AR for Spine Surgery
Another innovation in spine surgery is the introduction of AR or Augmented Reality. AR technology, currently delivered through AR goggles, superimposes a surgeon’s view of the surgical site with patient-specific digital content designed to guide them through every step - like surgical GPS.
AR technology is proving to be a game changer in the world of spine.
Since MIS procedures have smaller incisions than open surgery, spine surgeons do not have as much visibility into a patient’s anatomic structures. But with AR, this is changing.
Augmented reality-based and 3D navigation have helped improve the accuracy of pedicle screw placement in fusion surgery. If screws are not placed correctly, there can be catastrophic complications like permanent nerve and vessel damage.

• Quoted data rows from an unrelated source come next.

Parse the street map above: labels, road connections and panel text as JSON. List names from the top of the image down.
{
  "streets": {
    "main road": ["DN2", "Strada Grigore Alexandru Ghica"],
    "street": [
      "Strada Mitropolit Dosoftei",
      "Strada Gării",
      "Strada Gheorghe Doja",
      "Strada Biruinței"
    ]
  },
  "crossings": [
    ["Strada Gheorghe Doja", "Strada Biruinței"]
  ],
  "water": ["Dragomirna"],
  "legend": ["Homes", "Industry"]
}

AR is also being used to train surgical residents. Through AR, faculty can teach and evaluate residents as they place virtual screws. The technology will continue to evolve and help surgeons learn how to place interbody cages and much more in the near future.
Additionally, when AR data from surgery and training is integrated into an intelligent AI platform, predictive analytics can help identify key learning challenges and areas of improvement.
VR for Spine Surgery
VR or Virtual Reality is revolutionizing the world of surgical education. Currently, learning in spine surgery is through didactic instructions, surgical observations, and cadaver labs. VR technology can generate interactive, artificial 3D simulations for surgical residents and surgeons to practice surgical skills and learn to troubleshoot complex cases based on real-world scenarios. While useful in their own way, traditional methods cannot come close to simulating the operating surgeon’s experience in the OR.

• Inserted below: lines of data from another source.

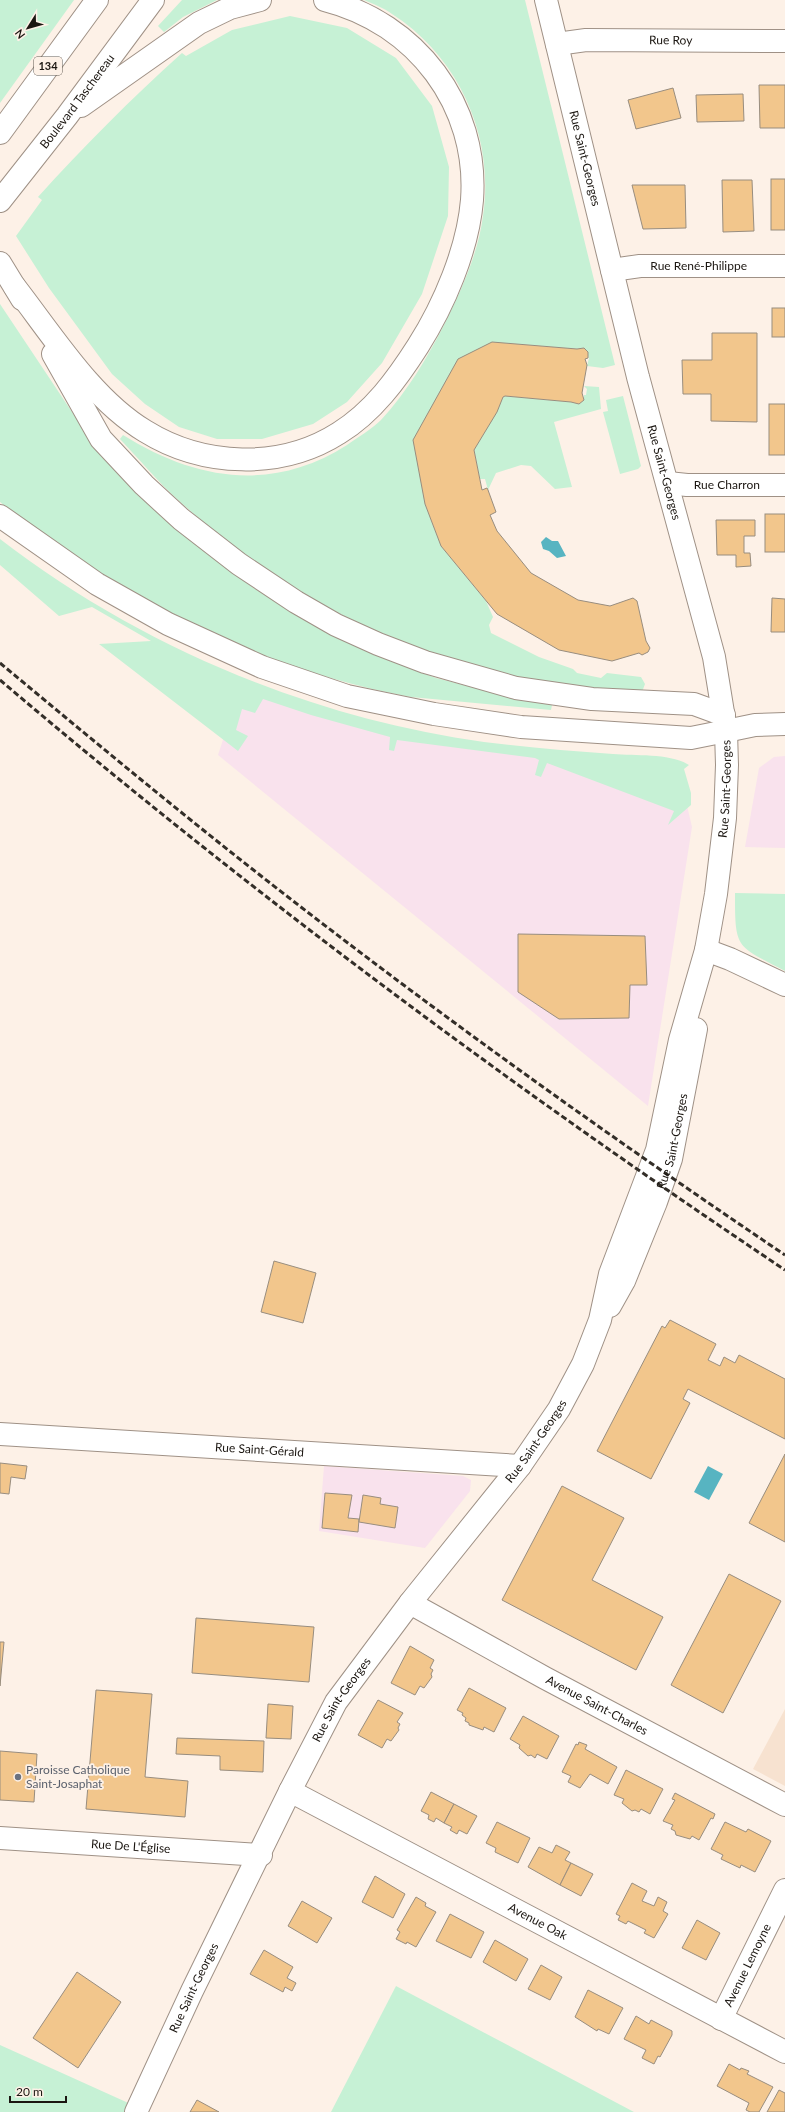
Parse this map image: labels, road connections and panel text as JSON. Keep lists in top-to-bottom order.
{
  "streets": {
    "main road": [
      "Rue Roy",
      "134",
      "Boulevard Taschereau",
      "Rue Saint-Georges",
      "Rue René-Philippe",
      "Rue Charron",
      "Rue Saint-Gérald",
      "Avenue Saint-Charles",
      "Rue De L'Église",
      "Avenue Oak",
      "Avenue Lemoyne"
    ]
  },
  "crossings": [
    ["Rue Roy", "Rue Saint-Georges"],
    ["Rue Saint-Georges", "Rue René-Philippe"],
    ["Rue Saint-Georges", "Rue Charron"],
    ["Rue Saint-Georges", "Rue Saint-Gérald"],
    ["Rue Saint-Georges", "Avenue Saint-Charles"],
    ["Rue Saint-Georges", "Rue De L'Église"],
    ["Rue Saint-Georges", "Avenue Oak"],
    ["Avenue Oak", "Avenue Lemoyne"]
  ],
  "places": ["Paroisse Catholique Saint-Josaphat"],
  "scale_bar": "20 m",
  "north": "bottom left"
}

For example, cadavers can be used to learn how to navigate soft tissues. Still, residents will not know how to manage blood loss, potential complications from comorbidities, and more. With the popularity of MIS procedures for spine cases, VR can help trainees learn how to work with the challenges of smaller incisions.
VR education is cost-effective, reproducible, and an excellent addition to the existing course curriculum for surgical residents and fellows. Using VR, surgeons can even conduct effective global training on complex procedures and help improve global spine surgery-related patient outcomes.
VR will soon become a standard of surgical training, just like pilots train on simulation software for aviation.